Paper Information

Citation: Kim, J. H., & Choi, J. (2025). OCSAug: diffusion-based optical chemical structure data augmentation for improved hand-drawn chemical structure image recognition. The Journal of Supercomputing, 81, 926.

Publication: The Journal of Supercomputing 2025

Additional Resources:

What kind of paper is this?

This is a Method paper according to the taxonomy. It proposes a novel data augmentation pipeline (OCSAug) that integrates Denoising Diffusion Probabilistic Models (DDPM) and the RePaint algorithm to address the data scarcity problem in hand-drawn optical chemical structure recognition (OCSR). The contribution is validated through systematic benchmarking against existing augmentation techniques (RDKit, Randepict) and ablation studies on mask design.

What is the motivation?

A vast amount of molecular structure data exists in analog formats, such as hand-drawn diagrams in research notes or older literature. While OCSR models perform well on digitally rendered images, they struggle significantly with hand-drawn images due to noise, varying handwriting styles, and distortions. Current datasets for hand-drawn images (e.g., DECIMER) are too small to train robust models effectively, and existing augmentation tools (RDKit, Randepict) fail to generate sufficiently realistic hand-drawn variations.

What is the novelty here?

The core novelty is OCSAug, a three-phase pipeline that uses generative AI to synthesize training data:

  1. DDPM + RePaint: It utilizes a DDPM to learn the distribution of hand-drawn images and the RePaint algorithm for inpainting.
  2. Structural Masking: Instead of random masking, it introduces vertical and horizontal stripe pattern masks. These masks selectively obscure parts of atoms or bonds, forcing the diffusion model to reconstruct them with irregular “hand-drawn” styles while preserving the underlying chemical topology.
  3. Label Transfer: Because the chemical structure is preserved during inpainting, the SMILES label from the original image is directly transferred to the augmented image, bypassing the need for re-annotation.

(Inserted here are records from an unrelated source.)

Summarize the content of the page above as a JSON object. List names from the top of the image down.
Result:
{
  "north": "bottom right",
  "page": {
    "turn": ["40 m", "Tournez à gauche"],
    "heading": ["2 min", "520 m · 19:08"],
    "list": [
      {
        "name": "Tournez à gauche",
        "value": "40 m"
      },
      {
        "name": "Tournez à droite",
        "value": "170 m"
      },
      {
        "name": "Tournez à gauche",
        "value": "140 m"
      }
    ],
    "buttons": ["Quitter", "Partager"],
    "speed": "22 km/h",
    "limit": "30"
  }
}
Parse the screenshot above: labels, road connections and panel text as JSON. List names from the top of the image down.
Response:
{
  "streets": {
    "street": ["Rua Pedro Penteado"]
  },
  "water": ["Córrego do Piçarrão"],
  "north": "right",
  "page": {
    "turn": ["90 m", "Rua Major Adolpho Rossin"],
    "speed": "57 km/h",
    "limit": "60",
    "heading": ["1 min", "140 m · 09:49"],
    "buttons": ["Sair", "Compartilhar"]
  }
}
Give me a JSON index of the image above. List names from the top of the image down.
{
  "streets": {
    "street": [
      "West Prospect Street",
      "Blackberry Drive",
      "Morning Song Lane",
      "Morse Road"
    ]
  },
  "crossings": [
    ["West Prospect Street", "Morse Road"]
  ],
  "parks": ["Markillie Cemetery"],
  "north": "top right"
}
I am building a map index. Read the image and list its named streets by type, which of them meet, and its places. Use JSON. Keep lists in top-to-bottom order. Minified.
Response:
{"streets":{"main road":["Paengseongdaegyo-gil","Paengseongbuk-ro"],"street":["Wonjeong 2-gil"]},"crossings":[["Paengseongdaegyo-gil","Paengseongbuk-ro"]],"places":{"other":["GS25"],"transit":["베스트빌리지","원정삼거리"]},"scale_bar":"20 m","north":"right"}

What experiments were performed?

The authors evaluated OCSAug using the DECIMER dataset, specifically a “drug-likeness” subset filtered by Lipinski’s and Veber’s rules.

  • Baselines: The method was compared against RDKit (digital generation) and Randepict (rule-based augmentation).
  • Models: Four state-of-the-art OCSR models were fine-tuned: MolScribe, Image2SMILES (I2S), MolNexTR, and MPOCSR.
  • Metrics:
    • Tanimoto Similarity: To measure prediction accuracy against ground truth.
    • Fréchet Inception Distance (FID): To measure the distributional similarity between generated and real hand-drawn images.
    • RMSE: To quantify pixel-level structural preservation across different mask thicknesses.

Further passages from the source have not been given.